The present invention relates generally to accelerometers, and more specifically to techniques for improving the manufacturing test and calibration throughput of integrated convective accelerometers.
U.S. Pat. No. 6,795,752 entitled THERMAL CONVECTION ACCELEROMETER WITH CLOSED-LOOP HEATER CONTROL issued Sep. 21, 2004 and assigned to the same assignee of the present invention (the “'752 patent”) discloses an integrated convective accelerometer comprising a convective acceleration sensor that includes a pair of temperature sensing elements disposed on opposing sides of a heater element. When an acceleration is applied to the integrated convective accelerometer along a sense axis passing through the heater element and the pair of temperature sensing elements within the convective acceleration sensor, the sensor produces a differential output voltage proportional to the magnitude of the applied acceleration. In recent years, accelerometers like the integrated convective accelerometer disclosed in the '752 patent have been increasingly employed in high accuracy applications for sensing acceleration in a variety of environments, including environments in which temperatures can vary over a broad range. However, the outputs produced by such accelerometers can vary over temperature, thereby reducing the overall accuracy of the accelerometers.
For this reason, compensation and calibration circuitry have been employed in conjunction with accelerometers to compensate for temperature fluctuations occurring within the local environment of the accelerometer device, and to calibrate the accelerometer output gain and offset. Such compensation and calibration circuitry may be included in the accelerometer itself, or may be implemented external to the accelerometer device. For example, the integrated convective accelerometer disclosed in the '752 patent includes temperature compensation circuitry that allows the sensitivity of the convective acceleration sensor to be maintained at a desired level as the temperature of the local environment changes. Specifically, the integrated convective accelerometer includes amplification circuitry operative to extract an average output voltage from the differential output voltage produced by the convective acceleration sensor. The average output voltage provides a measure of the temperature gradient produced by the heater element within the convective acceleration sensor. The integrated convective accelerometer further includes control circuitry operative to produce a control output for regulating the average output voltage, thereby regulating the temperature gradient of the heater element. In this way, the sensitivity of the convective acceleration sensor can be maintained at the desired level over temperature.
In addition, the integrated convective accelerometer disclosed in the '752 patent includes calibration adjustment circuitry for setting the common-mode voltage drop across the temperature sensing elements within the convective acceleration sensor, and for setting the accelerometer output gain and offset. The integrated convective accelerometer is typically calibrated by adjusting one or more parameters including the offset temperature coefficient (OTC) of the accelerometer device. Specifically, in a typical calibration routine, the integrated convective accelerometer is brought to an initial temperature, e.g., 25°±2° C., and, in the absence of an applied acceleration, the output offset of the convective acceleration sensor is measured. In one calibration mode, the output offset of the convective acceleration sensor is measured for a number of settings of the common-mode voltage drop across the temperature sensing elements. Next, the accelerometer device is brought to a second higher temperature, e.g., 85°±20° C., and the output offset of the convective acceleration sensor is measured again in the absence of an applied acceleration for the same settings of the common-mode voltage drop across the temperature sensing elements. The OTC of the accelerometer device is then calculated using the output offset measurements performed at the two temperatures of the device, and an optimal setting for calibrating the accelerometer output offset is determined based upon the calculated OTC. Finally, the integrated convective accelerometer is brought back to its initial temperature, and the output offset calibration setting is programmed into the device, for example, by setting one or more internal fuses.

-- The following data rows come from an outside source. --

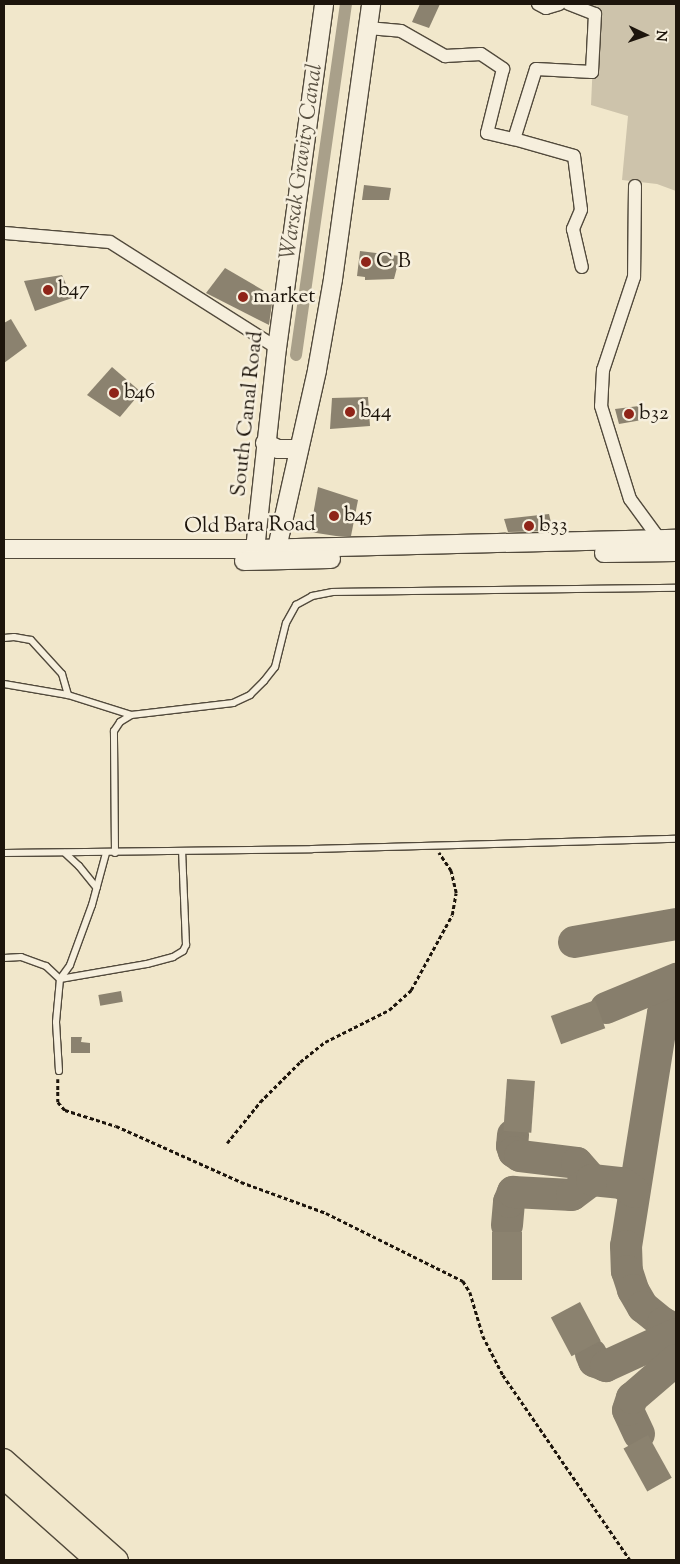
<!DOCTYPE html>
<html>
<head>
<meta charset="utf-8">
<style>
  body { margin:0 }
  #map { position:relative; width:680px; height:1564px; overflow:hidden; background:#f1e7cb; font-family:"Sorts Mill Goudy",serif }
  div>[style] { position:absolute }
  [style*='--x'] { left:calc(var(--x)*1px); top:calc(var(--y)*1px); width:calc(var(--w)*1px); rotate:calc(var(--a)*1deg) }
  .green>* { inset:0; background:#cdc3ab }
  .canal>* { height:12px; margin:-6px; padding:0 6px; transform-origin:6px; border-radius:6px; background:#a9a08a }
  .taxiway>* { height:32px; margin:-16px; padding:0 16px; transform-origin:16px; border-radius:16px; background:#877e6c }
  .building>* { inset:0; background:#8b826f; transform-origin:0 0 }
  .path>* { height:2.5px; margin-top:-1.25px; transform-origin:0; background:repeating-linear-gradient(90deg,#1d150c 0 4px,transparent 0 6.5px) }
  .roads { filter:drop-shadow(1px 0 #524a3c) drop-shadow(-1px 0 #524a3c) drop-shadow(0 1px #524a3c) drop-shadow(0 -1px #524a3c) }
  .lane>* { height:6px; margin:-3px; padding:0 3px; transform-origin:3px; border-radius:3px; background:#f6efdd }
  .street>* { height:12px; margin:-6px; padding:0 6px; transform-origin:6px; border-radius:6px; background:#f6efdd }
  .secondary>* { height:18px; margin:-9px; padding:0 9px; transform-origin:9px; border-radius:9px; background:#f6efdd }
  .primary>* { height:20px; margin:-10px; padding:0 10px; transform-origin:10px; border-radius:10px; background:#f1e7cb }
  .dots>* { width:14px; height:14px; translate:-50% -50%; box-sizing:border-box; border:2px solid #f6efdd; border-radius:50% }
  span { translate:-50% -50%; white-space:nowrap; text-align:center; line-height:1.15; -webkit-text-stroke:5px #f6efdd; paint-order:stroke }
  .poi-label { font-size:21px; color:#1d150c }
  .left { translate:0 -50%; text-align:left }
  .street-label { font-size:21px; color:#1d150c }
  .water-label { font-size:22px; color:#5c5445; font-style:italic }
  .frame { position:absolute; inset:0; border:5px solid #1d150c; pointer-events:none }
  .north { position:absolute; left:620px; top:10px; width:50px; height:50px; -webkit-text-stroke:4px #f6efdd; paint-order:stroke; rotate:93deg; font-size:14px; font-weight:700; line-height:20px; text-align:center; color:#1d150c }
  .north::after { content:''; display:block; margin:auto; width:18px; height:22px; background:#1d150c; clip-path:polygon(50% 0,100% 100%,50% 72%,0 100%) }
</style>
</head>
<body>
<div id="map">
  <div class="green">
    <div style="clip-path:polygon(570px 4px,676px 4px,676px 191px,657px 184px,622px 180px,628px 116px,591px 105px,595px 15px)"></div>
  </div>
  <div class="canal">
    <div style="--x:296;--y:355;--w:355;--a:-81.9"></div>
  </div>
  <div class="taxiway">
    <div style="--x:574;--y:942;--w:104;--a:-10"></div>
    <div style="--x:676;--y:982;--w:12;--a:121"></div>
    <div style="--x:670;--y:992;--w:22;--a:108"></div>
    <div style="--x:663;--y:1013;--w:236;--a:99"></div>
    <div style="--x:626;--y:1246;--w:25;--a:88"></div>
    <div style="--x:627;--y:1271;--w:20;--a:72"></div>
    <div style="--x:633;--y:1290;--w:20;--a:60"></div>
    <div style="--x:643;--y:1307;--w:26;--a:39"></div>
    <div style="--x:663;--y:1323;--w:15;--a:28"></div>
    <div style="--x:606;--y:1008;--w:76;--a:-22.5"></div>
    <div style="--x:513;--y:1135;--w:11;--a:95"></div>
    <div style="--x:512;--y:1146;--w:6;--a:72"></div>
    <div style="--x:514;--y:1152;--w:7;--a:34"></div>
    <div style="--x:520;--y:1156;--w:57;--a:7"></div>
    <div style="--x:577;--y:1163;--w:23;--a:49"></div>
    <div style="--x:507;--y:1225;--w:23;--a:-85"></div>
    <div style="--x:509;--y:1202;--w:11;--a:-68"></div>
    <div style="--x:513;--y:1192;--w:59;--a:2.9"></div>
    <div style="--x:572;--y:1195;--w:25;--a:-37"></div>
    <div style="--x:592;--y:1180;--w:30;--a:6"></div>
    <div style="--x:622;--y:1183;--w:15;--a:37"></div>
    <div style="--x:591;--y:1354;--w:8;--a:67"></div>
    <div style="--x:594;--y:1361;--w:13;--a:23"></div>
    <div style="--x:606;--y:1366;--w:77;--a:-24.6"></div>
    <div style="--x:639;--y:1434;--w:26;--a:-115"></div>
    <div style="--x:628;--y:1410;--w:13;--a:-72"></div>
    <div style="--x:632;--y:1398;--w:58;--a:-40.8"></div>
  </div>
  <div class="building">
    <div style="clip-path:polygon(420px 4px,440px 4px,429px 28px,412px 22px)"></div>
    <div style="clip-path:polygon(364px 185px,391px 188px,389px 200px,362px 200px)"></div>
    <div style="clip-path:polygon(360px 251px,400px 256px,394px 279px,365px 280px,365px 277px,357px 276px)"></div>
    <div style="clip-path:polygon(225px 268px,273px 296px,269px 325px,206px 293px)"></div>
    <div style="clip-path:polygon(62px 275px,72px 298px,35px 311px,24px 281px)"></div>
    <div style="clip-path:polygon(11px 319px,27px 346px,4px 363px,4px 323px)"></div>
    <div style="clip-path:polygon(112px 367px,141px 392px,120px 417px,87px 395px)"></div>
    <div style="clip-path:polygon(368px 397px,370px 426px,330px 429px,332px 398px)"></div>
    <div style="clip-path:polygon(639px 406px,642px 420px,619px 424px,615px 409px)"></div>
    <div style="clip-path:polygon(318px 487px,358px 500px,351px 536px,336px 536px,310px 532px)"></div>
    <div style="clip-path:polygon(549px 514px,553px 531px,508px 532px,504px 519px)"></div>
    <div style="left:121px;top:991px;width:11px;height:23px;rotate:80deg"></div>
    <div style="left:595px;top:1000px;width:30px;height:47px;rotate:70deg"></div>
    <div style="clip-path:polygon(71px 1037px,82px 1037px,81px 1042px,90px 1043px,90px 1053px,71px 1053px)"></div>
    <div style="left:507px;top:1079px;width:28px;height:52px;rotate:4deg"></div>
    <div style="left:492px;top:1232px;width:30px;height:48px"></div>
    <div style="left:580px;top:1302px;width:44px;height:33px;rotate:62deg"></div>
    <div style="left:648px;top:1435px;width:49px;height:28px;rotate:61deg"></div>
  </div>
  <div class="path">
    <div style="--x:58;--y:1079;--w:23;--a:90"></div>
    <div style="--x:58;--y:1102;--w:11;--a:49"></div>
    <div style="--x:65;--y:1110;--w:53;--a:17.4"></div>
    <div style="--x:116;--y:1126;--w:137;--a:24.1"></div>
    <div style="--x:241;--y:1182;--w:90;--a:20"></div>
    <div style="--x:326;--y:1213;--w:153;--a:26.4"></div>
    <div style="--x:463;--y:1281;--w:13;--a:58"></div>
    <div style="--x:470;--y:1292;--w:46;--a:73.5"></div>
    <div style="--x:483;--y:1336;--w:44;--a:62.9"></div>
    <div style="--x:503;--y:1375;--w:224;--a:55.5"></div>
    <div style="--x:227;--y:1143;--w:53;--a:-51.2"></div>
    <div style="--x:260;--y:1102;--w:57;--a:-45"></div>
    <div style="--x:300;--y:1062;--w:32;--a:-39"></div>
    <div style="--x:325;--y:1042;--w:72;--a:-26.6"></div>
    <div style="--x:389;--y:1010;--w:30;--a:-42"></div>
    <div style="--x:411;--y:990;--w:85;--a:-61.3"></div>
    <div style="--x:452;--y:915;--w:22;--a:-80"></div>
    <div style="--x:456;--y:893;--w:23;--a:-103"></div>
    <div style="--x:451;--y:871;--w:22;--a:-124"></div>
  </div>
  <div class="roads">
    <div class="lane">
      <div style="--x:4;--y:638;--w:10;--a:-6"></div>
      <div style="--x:14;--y:637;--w:17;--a:10"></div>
      <div style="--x:31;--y:640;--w:46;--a:47.6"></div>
      <div style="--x:62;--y:674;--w:22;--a:74"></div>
      <div style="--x:4;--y:684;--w:65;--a:9.8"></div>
      <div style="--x:68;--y:695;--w:66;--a:17.6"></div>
      <div style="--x:4;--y:853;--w:308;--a:-0.7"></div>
      <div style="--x:312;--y:849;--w:364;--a:-1.6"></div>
      <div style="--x:65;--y:853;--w:19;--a:43"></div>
      <div style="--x:79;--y:866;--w:28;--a:51"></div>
      <div style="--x:115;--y:853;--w:122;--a:-90.5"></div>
      <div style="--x:114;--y:731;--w:11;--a:-56"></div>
      <div style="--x:120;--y:722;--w:13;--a:-32"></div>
      <div style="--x:131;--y:715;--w:103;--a:-6.7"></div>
      <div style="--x:233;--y:703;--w:19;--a:-25"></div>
      <div style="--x:250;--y:695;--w:20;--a:-45"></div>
      <div style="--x:264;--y:681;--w:18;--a:-52"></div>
      <div style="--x:275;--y:667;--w:45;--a:-76"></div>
      <div style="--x:286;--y:623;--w:21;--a:-61"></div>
      <div style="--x:296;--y:605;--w:18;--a:-29"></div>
      <div style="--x:312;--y:596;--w:21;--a:-11"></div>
      <div style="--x:333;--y:592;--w:343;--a:-0.7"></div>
      <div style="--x:4;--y:958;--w:17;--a:-3"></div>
      <div style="--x:21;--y:957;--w:27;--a:20"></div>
      <div style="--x:46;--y:966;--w:19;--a:43"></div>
      <div style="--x:60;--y:979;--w:88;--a:-9.8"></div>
      <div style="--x:147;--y:964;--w:27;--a:-15"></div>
      <div style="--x:173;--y:957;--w:12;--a:-31"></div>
      <div style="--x:183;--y:951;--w:7;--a:-63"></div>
      <div style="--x:186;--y:945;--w:94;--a:-92.4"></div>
      <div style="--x:59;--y:1071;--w:49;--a:-93.5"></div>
      <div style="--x:56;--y:1022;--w:43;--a:-84.7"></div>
      <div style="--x:60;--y:979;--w:17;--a:-54"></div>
      <div style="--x:70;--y:965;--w:64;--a:-69.9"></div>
      <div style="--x:92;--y:905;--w:54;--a:-74.9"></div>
    </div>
    <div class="street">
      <div style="--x:538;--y:4;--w:9;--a:27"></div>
      <div style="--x:546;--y:8;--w:14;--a:-17"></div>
      <div style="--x:569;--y:4;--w:28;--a:21"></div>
      <div style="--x:595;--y:14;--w:58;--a:93"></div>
      <div style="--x:592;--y:72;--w:56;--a:-176.9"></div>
      <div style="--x:536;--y:69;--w:73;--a:107.4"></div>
      <div style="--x:514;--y:139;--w:62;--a:15.8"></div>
      <div style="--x:574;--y:156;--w:54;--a:82.6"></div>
      <div style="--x:581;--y:210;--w:21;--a:113"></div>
      <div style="--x:573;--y:229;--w:39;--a:77"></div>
      <div style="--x:368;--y:28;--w:33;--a:5"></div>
      <div style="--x:401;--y:31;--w:51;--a:29.6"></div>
      <div style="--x:445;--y:56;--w:36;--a:-3"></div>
      <div style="--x:481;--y:54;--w:27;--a:34"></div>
      <div style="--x:503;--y:69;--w:66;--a:104"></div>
      <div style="--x:487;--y:133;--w:28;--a:13"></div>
      <div style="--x:635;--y:186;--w:91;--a:90.6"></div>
      <div style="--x:634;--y:277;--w:98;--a:108.4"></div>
      <div style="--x:603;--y:370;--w:36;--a:93"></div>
      <div style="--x:601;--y:406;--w:97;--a:72.7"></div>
      <div style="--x:630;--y:499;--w:51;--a:53.8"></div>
      <div style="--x:4;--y:233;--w:106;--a:4.9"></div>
      <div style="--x:110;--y:242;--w:198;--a:32.4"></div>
    </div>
    <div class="secondary">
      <div style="--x:265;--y:443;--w:14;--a:25"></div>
      <div style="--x:278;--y:449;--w:21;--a:0"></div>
      <div style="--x:4;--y:549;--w:252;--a:0"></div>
      <div style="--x:256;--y:549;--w:420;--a:-1.4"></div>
      <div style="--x:604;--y:553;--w:72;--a:-0.8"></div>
      <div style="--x:254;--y:559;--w:212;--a:-83.8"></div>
      <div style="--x:277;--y:348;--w:347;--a:-82.2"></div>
      <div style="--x:272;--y:559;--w:12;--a:-66"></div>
      <div style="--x:277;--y:548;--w:182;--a:-77.3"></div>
      <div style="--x:317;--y:370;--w:92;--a:-80"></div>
      <div style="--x:333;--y:279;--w:278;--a:-82.1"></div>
      <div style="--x:244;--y:561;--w:87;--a:-1.3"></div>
    </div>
    <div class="primary">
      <div style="--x:4;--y:1459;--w:152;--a:41.5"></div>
      <div style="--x:4;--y:1479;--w:122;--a:41.7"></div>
    </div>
  </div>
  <div class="dots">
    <div style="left:366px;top:262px;background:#8f2418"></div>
    <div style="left:48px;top:290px;background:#8f2418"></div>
    <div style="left:243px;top:297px;background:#8f2418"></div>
    <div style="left:114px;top:393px;background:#8f2418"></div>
    <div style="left:350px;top:412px;background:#8f2418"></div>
    <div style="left:629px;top:414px;background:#8f2418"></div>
    <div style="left:334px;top:516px;background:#8f2418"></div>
    <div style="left:529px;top:526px;background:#8f2418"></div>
  </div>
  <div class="poi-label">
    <span class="left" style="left:376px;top:262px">C B</span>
    <span class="left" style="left:58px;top:290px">b47</span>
    <span class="left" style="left:253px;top:297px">market</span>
    <span class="left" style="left:124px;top:393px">b46</span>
    <span class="left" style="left:360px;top:412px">b44</span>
    <span class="left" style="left:639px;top:414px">b32</span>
    <span class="left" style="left:344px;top:516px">b45</span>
    <span class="left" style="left:539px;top:526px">b33</span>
  </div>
  <div class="street-label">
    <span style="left:248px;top:414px;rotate:-84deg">South Canal Road</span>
    <span style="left:250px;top:526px;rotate:-1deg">Old Bara Road</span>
  </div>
  <div class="water-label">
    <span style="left:303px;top:162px;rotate:-82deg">Warsak Gravity Canal</span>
  </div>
  <div class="frame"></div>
  <div class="north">N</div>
</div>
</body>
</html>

One drawback of the above-described technique for calibrating the output offset of an integrated convective accelerometer is that the time required for performing the calibration routine can be excessively long. For example, as described above, the integrated convective accelerometer of the '752 patent is typically calibrated by taking a number of measurements of the output offset of the convective acceleration sensor at an initial temperature, and then taking a number of additional measurements of the output offset at a higher second temperature of the accelerometer device. However, each of these output offset measurements can take on the order of 0.1 second to perform, thereby significantly reducing the manufacturing test throughput of the devices. The manufacturing test throughput of the convective accelerometer devices is further reduced if the devices are calibrated in a serial fashion.

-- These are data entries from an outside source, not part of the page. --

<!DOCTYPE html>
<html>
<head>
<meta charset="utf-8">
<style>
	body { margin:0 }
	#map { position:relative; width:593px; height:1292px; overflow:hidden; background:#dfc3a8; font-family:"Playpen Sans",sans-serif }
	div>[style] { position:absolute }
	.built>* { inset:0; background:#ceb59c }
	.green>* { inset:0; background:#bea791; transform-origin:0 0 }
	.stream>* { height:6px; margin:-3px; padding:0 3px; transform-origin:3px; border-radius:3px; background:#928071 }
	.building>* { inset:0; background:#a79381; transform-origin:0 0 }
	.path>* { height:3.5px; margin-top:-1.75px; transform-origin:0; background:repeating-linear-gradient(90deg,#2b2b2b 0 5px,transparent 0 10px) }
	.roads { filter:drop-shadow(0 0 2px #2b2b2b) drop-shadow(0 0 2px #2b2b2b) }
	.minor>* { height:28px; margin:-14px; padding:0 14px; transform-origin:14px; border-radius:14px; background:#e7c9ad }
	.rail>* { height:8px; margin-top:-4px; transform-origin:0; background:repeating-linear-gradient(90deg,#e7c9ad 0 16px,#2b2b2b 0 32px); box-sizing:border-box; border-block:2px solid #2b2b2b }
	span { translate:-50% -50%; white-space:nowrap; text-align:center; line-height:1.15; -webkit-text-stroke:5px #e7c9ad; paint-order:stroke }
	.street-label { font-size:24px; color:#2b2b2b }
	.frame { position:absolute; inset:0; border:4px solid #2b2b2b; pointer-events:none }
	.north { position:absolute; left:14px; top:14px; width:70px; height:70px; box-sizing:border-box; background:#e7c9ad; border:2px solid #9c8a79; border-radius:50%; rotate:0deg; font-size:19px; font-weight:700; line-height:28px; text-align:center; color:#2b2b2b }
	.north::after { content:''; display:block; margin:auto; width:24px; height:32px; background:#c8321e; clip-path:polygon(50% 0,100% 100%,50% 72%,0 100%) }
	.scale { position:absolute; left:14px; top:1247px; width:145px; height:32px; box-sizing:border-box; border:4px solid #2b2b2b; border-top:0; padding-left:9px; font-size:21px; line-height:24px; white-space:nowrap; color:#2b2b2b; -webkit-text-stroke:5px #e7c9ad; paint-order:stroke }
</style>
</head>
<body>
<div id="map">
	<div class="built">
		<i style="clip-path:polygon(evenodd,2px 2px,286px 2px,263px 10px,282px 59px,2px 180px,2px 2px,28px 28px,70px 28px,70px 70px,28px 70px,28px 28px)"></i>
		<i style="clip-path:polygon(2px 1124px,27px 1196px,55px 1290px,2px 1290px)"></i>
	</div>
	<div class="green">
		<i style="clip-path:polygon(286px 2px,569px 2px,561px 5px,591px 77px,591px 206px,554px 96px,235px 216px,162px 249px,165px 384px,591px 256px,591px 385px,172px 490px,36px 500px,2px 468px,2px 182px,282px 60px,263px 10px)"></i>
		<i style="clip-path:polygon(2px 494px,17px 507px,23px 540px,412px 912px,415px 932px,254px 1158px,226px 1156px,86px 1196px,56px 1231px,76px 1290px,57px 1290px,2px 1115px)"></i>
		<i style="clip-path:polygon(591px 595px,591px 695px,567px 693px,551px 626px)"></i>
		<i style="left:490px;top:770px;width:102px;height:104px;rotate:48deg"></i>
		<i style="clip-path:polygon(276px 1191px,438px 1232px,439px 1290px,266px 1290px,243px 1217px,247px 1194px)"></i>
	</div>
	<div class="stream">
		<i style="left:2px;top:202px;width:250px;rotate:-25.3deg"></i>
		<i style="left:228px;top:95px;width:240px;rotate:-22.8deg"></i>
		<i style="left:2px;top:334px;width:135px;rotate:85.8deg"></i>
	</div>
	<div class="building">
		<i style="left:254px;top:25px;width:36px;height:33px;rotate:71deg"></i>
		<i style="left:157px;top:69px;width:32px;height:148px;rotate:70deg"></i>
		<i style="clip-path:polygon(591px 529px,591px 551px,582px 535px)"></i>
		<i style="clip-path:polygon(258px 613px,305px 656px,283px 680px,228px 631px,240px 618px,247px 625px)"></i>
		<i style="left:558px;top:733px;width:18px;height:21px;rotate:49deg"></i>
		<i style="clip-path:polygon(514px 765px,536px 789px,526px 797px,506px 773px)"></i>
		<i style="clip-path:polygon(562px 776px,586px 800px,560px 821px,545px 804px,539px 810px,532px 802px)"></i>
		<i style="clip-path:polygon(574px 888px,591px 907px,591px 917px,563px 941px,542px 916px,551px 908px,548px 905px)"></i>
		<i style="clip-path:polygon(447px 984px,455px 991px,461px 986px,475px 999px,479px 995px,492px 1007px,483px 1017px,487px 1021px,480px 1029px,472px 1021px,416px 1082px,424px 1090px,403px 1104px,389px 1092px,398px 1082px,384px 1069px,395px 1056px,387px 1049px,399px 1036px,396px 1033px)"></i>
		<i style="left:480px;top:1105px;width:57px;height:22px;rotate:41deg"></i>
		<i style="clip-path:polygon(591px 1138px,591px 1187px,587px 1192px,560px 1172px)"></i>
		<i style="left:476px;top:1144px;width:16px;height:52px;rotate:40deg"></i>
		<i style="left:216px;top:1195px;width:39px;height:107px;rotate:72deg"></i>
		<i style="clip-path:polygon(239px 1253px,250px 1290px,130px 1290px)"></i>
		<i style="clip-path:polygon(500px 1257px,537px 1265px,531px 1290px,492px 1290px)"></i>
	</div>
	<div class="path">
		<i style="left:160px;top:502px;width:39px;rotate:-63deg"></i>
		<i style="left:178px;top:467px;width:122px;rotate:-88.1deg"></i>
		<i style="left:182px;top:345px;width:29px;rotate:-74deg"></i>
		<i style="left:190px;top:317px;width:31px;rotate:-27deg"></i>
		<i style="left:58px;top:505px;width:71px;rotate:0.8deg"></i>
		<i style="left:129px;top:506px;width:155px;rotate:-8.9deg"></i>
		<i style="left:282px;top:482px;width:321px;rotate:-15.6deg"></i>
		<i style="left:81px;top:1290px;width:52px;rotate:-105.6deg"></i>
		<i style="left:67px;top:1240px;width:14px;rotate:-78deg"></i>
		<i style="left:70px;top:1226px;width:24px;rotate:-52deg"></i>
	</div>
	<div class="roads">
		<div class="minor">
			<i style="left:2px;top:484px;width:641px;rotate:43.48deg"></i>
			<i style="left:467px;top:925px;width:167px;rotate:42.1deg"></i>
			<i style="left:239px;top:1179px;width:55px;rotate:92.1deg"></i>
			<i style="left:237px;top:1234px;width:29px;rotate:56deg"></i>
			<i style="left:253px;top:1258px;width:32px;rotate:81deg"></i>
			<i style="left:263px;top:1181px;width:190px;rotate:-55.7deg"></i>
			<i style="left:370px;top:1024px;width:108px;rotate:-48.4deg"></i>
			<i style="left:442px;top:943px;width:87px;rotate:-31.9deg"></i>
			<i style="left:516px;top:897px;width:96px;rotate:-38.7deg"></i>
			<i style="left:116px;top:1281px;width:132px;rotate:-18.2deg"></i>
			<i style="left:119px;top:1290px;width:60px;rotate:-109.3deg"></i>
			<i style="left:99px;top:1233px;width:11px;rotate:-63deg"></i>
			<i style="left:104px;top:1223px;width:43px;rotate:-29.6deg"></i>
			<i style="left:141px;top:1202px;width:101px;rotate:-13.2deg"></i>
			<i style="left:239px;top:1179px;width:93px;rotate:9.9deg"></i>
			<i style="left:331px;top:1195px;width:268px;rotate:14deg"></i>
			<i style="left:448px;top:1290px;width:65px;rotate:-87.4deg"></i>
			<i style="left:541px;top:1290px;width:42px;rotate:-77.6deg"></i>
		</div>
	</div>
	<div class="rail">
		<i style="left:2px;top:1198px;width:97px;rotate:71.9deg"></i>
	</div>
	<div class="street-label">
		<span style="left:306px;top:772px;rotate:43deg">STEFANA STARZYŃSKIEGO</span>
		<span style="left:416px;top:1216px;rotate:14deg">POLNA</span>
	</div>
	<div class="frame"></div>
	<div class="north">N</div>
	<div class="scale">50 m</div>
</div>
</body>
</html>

It would therefore be desirable to have an improved technique for testing and calibrating integrated sensor devices such as integrated convective accelerometers. Such a test and calibration technique would improve the overall manufacturing test and calibration throughput of the sensor devices. It would also be desirable to have an improved manufacturing test technique that can be employed for calibrating integrated sensor devices having one or more device parameters that are temperature dependent.